All the talk about therapy is lovely stuff in theory, but in the real world life ain’t ever perfect and bills need paying at the end of each month, so you’ve got to just get your game face on, get out there and JFDI.

Paintedocean · 31/08/2024 09:14

Im so sorry that you’re going through this. It’s really tough! I haven’t read all the posts but IMO some people are being very harsh. Anxiety is real and debilitating. My partner suffers from it and I have seen a rational, intelligent, hardworking and sensible adult spiral into a state where seemingly straightforward challenges seem impossible to navigate. I second the suggestion of asking the GP for beta blockers - they worked almost like magic to calm my partner and he was able think straight and function normally. CBT therapy helped longer term and he now manages the condition success but it was the beta blockers that got him over the hump. Good luck!

achipandachair · 31/08/2024 09:21

I think your husband is relying on you too much. If you weren't there he would just have to get a job and support himself and the kids, and he would be more worried about where the money was coming from than whether a 4 minute journey is too much. Because you are there he has the "luxury" (not like he is enjoying it, obv) of over thinking everything and it's causing huge problems.

I am a massive over thinker and I sympathise to an extent. What over thinkers forget is that there comes a point when no more thinking is any use at all. There is no way through this by continuing to mentally play through alternatives. He is now at a point where he has to do something - take a job - do it - try his best - and reassess then. He just has to. It sounds like he has good options to choose from.

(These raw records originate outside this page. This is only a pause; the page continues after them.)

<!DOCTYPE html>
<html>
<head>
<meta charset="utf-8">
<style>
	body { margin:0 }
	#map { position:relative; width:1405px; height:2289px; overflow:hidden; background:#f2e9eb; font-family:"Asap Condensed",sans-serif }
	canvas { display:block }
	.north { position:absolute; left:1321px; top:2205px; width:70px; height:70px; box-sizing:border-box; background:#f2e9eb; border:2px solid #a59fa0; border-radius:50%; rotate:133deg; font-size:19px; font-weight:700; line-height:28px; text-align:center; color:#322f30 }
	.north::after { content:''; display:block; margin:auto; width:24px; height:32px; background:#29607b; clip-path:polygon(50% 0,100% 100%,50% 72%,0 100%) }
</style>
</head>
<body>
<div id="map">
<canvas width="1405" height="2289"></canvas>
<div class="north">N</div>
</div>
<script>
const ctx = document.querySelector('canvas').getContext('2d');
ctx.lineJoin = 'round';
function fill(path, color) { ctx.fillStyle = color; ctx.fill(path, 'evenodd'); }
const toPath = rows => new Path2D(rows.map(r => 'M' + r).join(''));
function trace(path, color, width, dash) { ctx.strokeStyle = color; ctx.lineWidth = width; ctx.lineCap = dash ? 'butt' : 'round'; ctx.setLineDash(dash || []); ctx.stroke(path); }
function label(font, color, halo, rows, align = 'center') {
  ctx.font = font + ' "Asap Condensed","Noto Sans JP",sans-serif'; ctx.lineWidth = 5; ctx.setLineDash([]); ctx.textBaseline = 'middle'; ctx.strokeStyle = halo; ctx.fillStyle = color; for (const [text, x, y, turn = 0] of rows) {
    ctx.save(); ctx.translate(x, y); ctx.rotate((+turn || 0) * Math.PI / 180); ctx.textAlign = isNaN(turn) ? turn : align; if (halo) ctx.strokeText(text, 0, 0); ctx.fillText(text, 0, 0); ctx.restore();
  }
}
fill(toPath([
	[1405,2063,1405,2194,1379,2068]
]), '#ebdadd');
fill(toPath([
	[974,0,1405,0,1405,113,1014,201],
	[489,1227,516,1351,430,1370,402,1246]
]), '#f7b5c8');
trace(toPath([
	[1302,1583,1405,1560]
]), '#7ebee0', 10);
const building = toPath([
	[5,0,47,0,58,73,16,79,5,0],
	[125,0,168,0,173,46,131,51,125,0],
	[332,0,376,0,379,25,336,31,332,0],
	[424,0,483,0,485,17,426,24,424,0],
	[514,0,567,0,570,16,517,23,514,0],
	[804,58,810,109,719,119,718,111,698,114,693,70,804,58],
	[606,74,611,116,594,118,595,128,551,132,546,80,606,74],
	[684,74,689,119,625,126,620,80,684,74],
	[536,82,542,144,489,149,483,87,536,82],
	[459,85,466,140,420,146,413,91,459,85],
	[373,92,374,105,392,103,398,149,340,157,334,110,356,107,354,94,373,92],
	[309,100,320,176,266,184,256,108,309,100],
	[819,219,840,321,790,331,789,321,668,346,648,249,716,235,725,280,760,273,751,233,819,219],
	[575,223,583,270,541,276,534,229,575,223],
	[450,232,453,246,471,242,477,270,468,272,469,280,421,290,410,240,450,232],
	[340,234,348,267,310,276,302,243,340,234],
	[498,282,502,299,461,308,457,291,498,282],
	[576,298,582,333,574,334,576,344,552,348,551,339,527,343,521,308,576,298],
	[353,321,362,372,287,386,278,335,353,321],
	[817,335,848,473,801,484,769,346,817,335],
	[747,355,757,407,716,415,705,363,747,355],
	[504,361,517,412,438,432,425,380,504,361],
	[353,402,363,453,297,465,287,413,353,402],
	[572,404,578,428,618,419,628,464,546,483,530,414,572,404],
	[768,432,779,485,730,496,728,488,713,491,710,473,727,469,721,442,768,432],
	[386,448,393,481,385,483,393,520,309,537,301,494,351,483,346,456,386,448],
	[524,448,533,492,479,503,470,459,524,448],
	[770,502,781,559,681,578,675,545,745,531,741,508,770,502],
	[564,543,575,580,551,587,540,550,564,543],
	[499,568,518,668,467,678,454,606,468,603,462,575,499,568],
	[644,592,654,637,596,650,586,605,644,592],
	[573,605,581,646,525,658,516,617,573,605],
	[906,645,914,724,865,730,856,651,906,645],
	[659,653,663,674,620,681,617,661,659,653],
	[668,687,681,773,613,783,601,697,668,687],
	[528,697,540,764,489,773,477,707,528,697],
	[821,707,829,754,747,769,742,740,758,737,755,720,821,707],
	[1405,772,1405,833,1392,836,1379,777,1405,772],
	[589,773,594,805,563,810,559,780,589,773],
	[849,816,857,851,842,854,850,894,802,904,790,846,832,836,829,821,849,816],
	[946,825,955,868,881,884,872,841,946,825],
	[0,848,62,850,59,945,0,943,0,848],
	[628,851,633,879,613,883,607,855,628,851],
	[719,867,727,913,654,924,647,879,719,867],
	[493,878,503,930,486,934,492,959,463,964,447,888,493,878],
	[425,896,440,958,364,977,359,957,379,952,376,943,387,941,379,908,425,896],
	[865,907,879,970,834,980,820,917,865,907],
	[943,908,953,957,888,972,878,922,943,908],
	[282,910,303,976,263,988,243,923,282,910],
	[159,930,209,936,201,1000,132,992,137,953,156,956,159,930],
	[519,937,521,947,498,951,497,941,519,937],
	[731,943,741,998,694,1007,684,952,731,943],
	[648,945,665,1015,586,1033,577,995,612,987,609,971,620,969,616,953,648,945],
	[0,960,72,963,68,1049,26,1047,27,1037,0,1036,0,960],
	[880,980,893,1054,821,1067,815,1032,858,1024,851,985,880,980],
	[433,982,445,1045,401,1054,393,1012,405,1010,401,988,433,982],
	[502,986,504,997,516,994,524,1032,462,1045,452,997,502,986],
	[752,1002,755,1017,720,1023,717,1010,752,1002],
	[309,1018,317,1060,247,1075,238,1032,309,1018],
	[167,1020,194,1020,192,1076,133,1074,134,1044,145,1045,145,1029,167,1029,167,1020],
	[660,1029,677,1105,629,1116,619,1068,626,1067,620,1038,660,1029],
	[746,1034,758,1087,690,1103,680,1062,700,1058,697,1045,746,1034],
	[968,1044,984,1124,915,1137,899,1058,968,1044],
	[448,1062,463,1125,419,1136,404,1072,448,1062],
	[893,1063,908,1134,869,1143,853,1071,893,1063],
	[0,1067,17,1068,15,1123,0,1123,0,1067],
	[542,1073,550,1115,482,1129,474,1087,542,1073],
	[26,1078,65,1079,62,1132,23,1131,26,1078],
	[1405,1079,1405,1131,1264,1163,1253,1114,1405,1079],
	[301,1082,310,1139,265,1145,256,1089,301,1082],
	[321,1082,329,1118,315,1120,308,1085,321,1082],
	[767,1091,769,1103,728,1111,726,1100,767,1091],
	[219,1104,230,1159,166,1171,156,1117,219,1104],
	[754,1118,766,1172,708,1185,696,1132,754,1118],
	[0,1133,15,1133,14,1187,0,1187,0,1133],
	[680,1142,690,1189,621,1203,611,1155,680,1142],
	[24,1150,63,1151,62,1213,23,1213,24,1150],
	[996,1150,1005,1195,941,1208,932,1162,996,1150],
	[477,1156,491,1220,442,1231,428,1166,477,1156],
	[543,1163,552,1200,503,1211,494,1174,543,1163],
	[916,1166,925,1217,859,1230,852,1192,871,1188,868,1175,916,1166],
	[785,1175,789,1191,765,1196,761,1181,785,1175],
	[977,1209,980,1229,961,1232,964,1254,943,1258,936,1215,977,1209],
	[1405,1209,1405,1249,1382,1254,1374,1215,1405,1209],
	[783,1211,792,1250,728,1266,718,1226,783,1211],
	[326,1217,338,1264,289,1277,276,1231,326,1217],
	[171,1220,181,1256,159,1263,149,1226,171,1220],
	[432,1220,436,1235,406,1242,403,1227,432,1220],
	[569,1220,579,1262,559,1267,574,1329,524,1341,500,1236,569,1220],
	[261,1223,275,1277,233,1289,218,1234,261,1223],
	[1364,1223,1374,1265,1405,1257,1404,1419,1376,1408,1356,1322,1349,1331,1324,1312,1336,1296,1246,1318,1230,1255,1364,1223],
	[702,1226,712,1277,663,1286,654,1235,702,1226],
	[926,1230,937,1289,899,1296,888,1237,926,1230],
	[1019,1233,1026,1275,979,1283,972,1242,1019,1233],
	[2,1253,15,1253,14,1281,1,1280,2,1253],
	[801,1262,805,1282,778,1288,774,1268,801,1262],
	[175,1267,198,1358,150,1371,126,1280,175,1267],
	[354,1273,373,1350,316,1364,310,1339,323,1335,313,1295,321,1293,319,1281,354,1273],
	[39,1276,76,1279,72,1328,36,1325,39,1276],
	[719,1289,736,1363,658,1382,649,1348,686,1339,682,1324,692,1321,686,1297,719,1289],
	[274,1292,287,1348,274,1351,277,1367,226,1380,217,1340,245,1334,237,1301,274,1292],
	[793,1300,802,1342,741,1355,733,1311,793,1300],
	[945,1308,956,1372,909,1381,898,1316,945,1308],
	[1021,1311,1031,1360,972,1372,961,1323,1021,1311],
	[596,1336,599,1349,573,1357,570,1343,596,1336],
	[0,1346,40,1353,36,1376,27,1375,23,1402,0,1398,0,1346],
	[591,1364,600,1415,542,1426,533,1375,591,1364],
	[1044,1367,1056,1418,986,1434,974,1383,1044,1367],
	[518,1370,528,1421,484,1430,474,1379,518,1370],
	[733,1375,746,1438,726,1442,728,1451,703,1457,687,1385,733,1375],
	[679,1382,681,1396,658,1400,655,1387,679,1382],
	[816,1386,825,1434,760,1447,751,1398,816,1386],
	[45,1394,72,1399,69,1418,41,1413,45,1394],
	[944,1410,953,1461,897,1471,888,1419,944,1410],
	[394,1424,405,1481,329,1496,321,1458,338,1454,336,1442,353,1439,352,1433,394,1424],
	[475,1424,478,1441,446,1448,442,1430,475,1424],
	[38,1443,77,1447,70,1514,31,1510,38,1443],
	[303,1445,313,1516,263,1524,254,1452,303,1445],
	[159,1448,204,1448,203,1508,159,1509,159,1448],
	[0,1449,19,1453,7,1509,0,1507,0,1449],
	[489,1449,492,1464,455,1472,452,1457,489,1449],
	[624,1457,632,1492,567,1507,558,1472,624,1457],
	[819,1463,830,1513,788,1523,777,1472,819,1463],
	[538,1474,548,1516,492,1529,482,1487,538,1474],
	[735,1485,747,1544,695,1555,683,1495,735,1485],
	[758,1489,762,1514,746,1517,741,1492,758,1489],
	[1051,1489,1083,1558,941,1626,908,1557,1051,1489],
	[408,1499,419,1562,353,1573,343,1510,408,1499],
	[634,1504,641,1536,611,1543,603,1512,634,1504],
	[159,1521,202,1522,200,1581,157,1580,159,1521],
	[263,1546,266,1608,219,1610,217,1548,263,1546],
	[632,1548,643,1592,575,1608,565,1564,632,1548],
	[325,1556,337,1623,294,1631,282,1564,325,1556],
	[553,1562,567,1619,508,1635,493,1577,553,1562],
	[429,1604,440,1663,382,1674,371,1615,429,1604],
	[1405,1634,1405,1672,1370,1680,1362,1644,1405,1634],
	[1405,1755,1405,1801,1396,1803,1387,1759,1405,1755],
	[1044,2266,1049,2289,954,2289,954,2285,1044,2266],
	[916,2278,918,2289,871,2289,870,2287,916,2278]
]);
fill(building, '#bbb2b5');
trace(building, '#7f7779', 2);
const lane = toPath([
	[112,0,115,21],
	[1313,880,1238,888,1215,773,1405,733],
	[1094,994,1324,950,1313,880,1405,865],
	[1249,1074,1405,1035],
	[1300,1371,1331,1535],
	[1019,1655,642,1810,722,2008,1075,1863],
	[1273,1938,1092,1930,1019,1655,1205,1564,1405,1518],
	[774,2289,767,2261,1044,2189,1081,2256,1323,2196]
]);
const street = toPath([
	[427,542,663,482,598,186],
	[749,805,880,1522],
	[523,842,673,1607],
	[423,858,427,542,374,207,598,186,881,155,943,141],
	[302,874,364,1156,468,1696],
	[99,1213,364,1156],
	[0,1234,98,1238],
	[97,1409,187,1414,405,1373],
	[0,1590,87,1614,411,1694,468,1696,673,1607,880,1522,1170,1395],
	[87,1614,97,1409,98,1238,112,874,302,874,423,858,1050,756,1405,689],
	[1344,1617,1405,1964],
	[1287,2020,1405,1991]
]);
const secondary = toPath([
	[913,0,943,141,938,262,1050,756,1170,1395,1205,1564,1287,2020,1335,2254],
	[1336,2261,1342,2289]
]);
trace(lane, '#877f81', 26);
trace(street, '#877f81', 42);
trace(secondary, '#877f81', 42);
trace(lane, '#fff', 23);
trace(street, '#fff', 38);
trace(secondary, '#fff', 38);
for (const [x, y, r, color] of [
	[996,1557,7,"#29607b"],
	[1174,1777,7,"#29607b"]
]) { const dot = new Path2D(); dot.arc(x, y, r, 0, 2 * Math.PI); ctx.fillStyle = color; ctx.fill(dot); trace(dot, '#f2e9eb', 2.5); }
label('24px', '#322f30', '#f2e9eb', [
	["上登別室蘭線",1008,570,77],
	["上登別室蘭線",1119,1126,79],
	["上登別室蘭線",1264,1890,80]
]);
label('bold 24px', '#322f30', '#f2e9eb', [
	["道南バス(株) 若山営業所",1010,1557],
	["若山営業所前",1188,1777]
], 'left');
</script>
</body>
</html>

The difficulty is that he is forcing you to be the person who tells him this, and that isn't fair on you. I hate to say it but maybe can you park that for now and come back to that when he is stronger. Say, at some point in the future when he is up and running again: I have to step down from being the only adult in the relationship and you have to step up

Anewuser · 31/08/2024 09:22

I guess that’s why some married people take notice of their vows (for better or worse, in sickness and in health), when others don’t and the marriage fails.

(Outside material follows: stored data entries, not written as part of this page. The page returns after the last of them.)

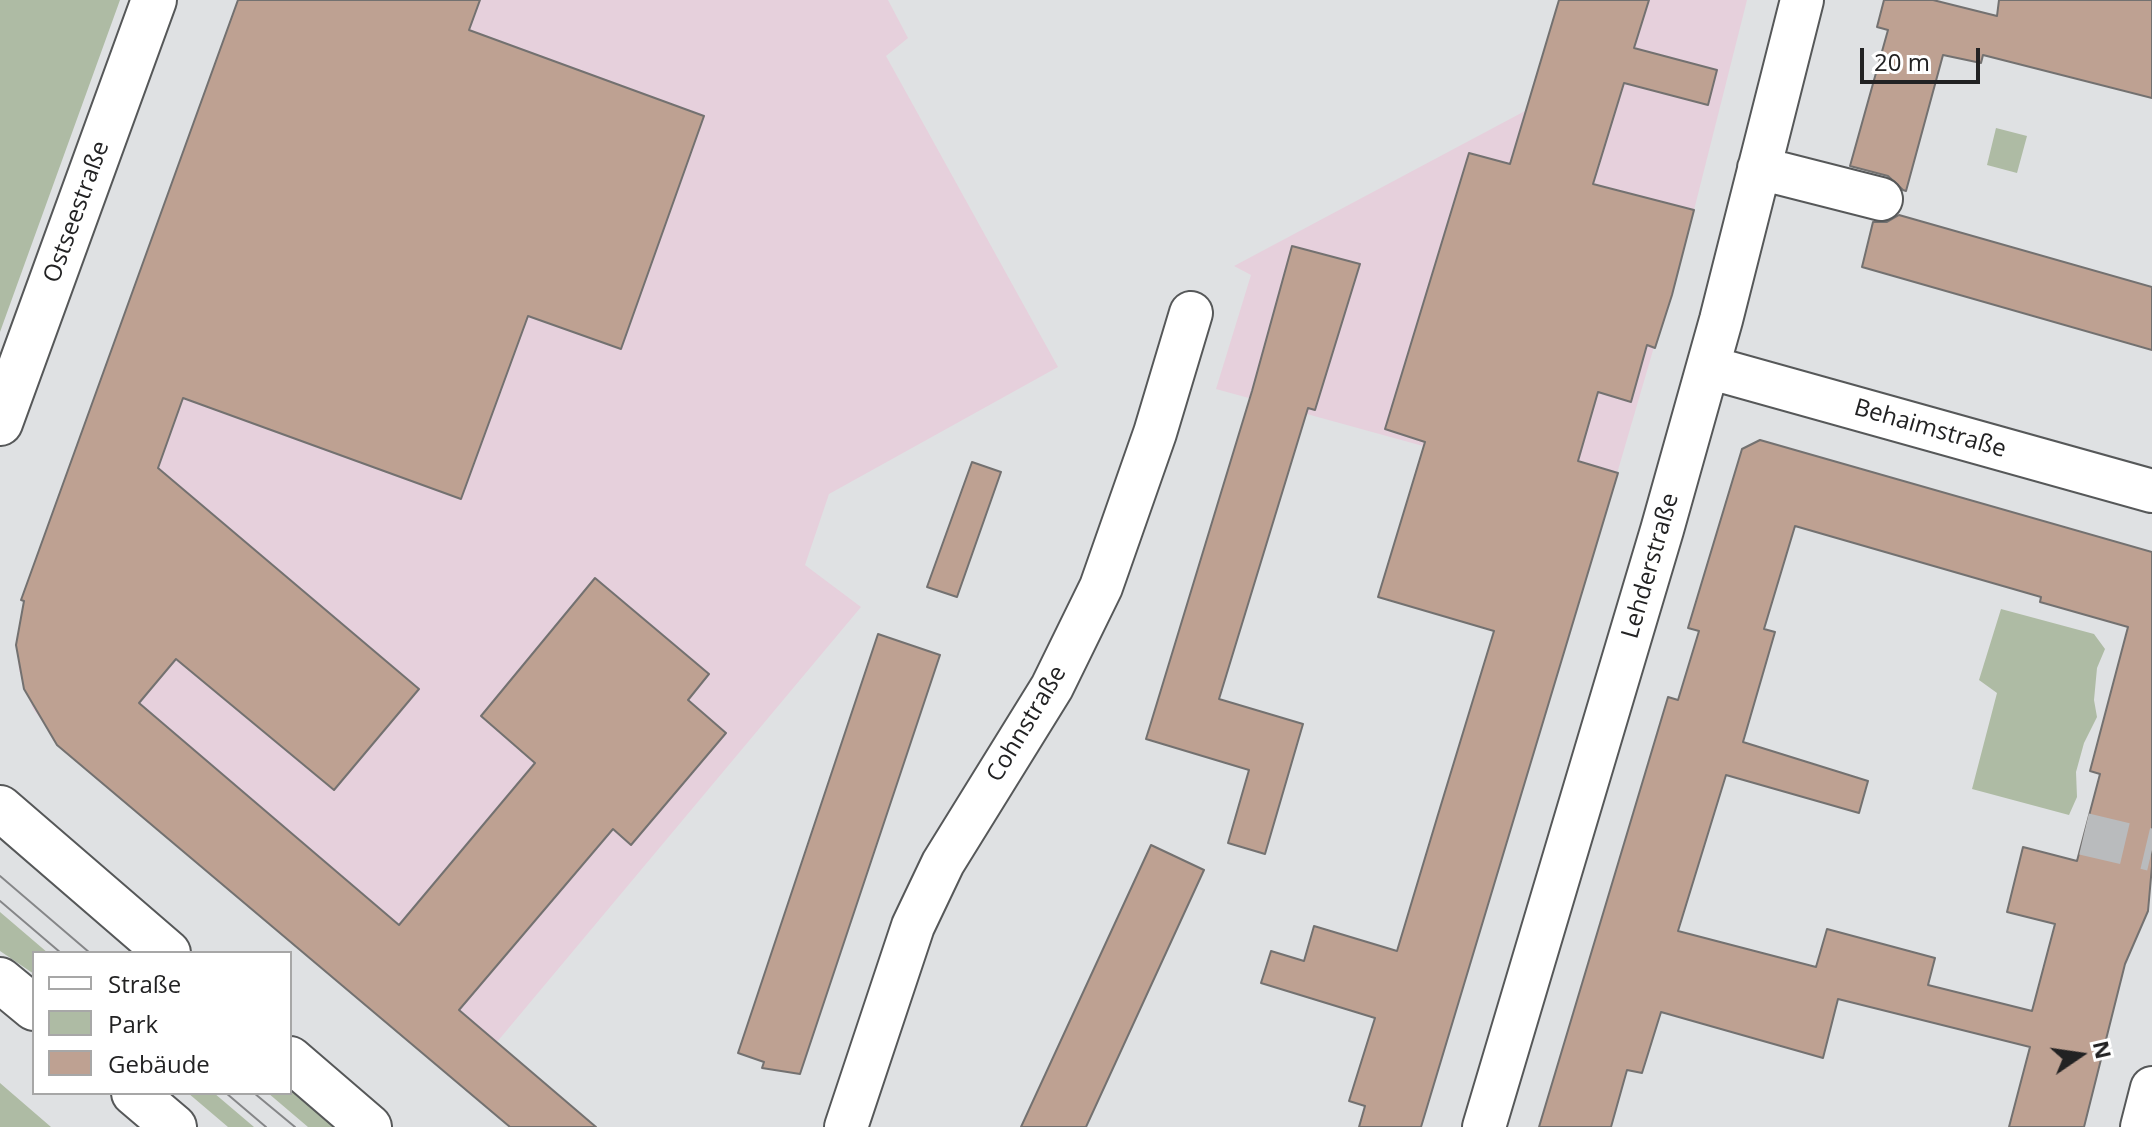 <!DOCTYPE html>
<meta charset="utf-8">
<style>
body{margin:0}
#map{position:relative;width:2152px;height:1127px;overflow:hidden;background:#dfe1e3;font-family:"Open Sans",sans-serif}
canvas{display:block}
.legend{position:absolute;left:32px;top:951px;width:260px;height:144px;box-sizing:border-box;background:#fff;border:2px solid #a7a7a7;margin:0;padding:10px 14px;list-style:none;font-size:24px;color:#222223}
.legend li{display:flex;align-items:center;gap:16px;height:40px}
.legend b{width:40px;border:2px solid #a7a7a7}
.north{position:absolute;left:2040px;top:1015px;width:80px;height:80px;-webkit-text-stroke:6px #fff;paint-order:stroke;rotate:77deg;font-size:22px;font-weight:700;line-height:32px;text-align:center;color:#222223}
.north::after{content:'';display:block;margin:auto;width:28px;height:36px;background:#222223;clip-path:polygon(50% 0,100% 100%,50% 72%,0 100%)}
.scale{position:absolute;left:1860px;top:48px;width:120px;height:36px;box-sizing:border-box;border:4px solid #222223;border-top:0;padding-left:10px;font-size:24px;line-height:28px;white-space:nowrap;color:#222223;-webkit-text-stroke:6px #fff;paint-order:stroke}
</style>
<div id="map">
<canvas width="2152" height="1127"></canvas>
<ul class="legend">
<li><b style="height:10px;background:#fff"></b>Straße</li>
<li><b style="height:22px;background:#aebba4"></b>Park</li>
<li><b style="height:22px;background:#bea192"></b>Gebäude</li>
</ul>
<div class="north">N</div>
<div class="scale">20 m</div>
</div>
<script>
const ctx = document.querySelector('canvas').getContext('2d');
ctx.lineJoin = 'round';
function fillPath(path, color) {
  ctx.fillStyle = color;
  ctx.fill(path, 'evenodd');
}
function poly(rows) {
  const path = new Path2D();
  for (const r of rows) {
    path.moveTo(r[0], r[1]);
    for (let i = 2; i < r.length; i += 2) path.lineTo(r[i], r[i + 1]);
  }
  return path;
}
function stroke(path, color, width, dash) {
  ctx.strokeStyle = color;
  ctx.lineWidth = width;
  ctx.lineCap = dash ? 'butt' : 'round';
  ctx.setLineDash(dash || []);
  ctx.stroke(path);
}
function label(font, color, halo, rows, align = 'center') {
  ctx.font = font + ' "Open Sans",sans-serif';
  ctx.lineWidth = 6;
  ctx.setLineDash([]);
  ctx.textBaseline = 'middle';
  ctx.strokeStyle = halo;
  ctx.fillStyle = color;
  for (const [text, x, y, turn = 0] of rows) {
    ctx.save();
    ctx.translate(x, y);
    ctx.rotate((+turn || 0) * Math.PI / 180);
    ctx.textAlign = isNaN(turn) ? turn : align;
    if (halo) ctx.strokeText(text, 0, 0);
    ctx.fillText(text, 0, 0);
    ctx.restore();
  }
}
fillPath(poly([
 [238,0,888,0,908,38,886,56,1058,367,829,494,805,565,861,607,461,1085,52,740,55,737,33,709,19,670,17,645,24,602,21,600],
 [1559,0,1747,0,1694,210,1597,542,1411,487,1423,446,1216,389,1251,275,1234,266,1525,111]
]), '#e6d0dc');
fillPath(poly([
 [0,0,120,0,0,332],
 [1996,128,2027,136,2017,173,1987,165],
 [2001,609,2094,634,2105,649,2097,668,2094,700,2097,717,2084,743,2076,772,2077,797,2069,815,1972,789,1997,693,1979,680],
 [0,912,48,953,34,953,34,974,0,951],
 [0,1083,51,1127,0,1127],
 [290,1085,339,1127,308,1127,268,1093,290,1093],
 [188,1093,214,1093,254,1127,228,1127]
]), '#aebba4');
const building = poly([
 [238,0,480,0,469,30,704,116,621,349,528,316,461,499,183,398,158,468,419,689,334,790,176,659,139,703,399,925,535,763,481,716,595,578,709,674,688,700,726,733,631,845,613,829,459,1010,596,1127,510,1127,57,745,24,689,16,645,24,601,21,600,238,0],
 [1559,0,1649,0,1634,48,1717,70,1708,105,1624,83,1593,184,1694,210,1672,295,1655,348,1647,345,1631,402,1598,392,1578,461,1618,473,1421,1127,1359,1127,1365,1106,1349,1101,1375,1018,1261,983,1271,951,1304,961,1314,926,1397,951,1437,818,1494,631,1378,597,1425,442,1385,429,1469,153,1510,164,1559,0],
 [1884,0,1933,0,1997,16,1999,0,2152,0,2152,98,1983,55,1981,63,1943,55,1906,191,1903,190,1888,176,1850,166,1888,30,1877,27,1884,0],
 [1899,215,2152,287,2152,350,1862,267,1873,222,1887,222,1899,215],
 [1292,246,1360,264,1315,410,1308,408,1219,699,1303,724,1265,854,1228,843,1249,770,1146,739,1252,391,1292,246],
 [1760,440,2152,552,2152,866,2148,911,2125,964,2084,1127,2009,1127,2030,1047,1838,999,1823,1058,1661,1012,1642,1073,1627,1070,1611,1127,1539,1127,1668,697,1678,700,1699,631,1688,628,1742,449,1760,440],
 [1795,526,2041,597,2040,602,2128,627,2090,771,2100,774,2077,861,2023,847,2007,912,2055,924,2032,1011,1928,985,1935,958,1827,929,1816,967,1678,931,1726,775,1859,813,1868,781,1743,742,1775,632,1764,629,1795,526],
 [972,462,1001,472,957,597,927,587,972,462],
 [878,634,940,655,800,1074,762,1068,764,1062,738,1053,878,634],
 [1151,845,1204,870,1086,1127,1021,1127,1151,845]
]);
fillPath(building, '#bea192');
stroke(building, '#737170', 2);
stroke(poly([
 [2084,834,2152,850]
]), '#b9bbbd', 42, [42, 21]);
const minor = poly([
 [1759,168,1881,199],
 [1708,367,2152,491],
 [846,1127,913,926,943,863,1052,687,1101,587,1155,433,1191,313],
 [1484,1127,1662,530,1721,320,1802,0],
 [2142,1127,2152,1088]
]);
const major = poly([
 [0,423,154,0],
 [0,808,168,953],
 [0,980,34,1008],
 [290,1059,369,1127],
 [134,1093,174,1127]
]);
stroke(minor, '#565859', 46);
stroke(major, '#565859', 48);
stroke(minor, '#fff', 42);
stroke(major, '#fff', 44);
stroke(poly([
 [0,876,90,953],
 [0,901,61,953],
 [226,1093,266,1127],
 [254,1093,295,1127]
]), '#858688', 2);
label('24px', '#222223', '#fff', [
 ["Ostseestraße",77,212,-70],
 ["Behaimstraße",1930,429,16],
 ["Lehderstraße",1651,566,-74],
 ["Cohnstraße",1027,724,-59]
]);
</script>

OPs husband may be having a mental health crisis, as she says he’s clearly neurodivergent with the planning he did for the interviews and the anxiety about getting there along with the need to talk things through.

You’re right to point everything out to him, By the sounds of it, he will be open to analysing the finances etc.

Good luck OP.

Olika · 31/08/2024 09:22

I understand it's hard after you have worked in one organisation for years. And having anxiety is making it more difficult to then be dealing with loosing your job and find a new one and adjusting to it. I get that. However at this stage I would keep it short and simply ask/state: we cannot afford you being out of work so what is your plan to keep earning?
This new job doesn't have to be his forever job. He should do it for now while looking for something else that is more suitable to his needs.

PaminaMozart · 31/08/2024 09:23

Concernedabouthubby · 31/08/2024 08:56

@gamerchick what are the beta blockers? He was on Sertraline years ago. Is that what he should ask for?

Sertraline is an antidepressant of the SSRI group.

Beta blockers are long established blood pressure reducing drugs that are routinely used as an acute treatment of anxiety.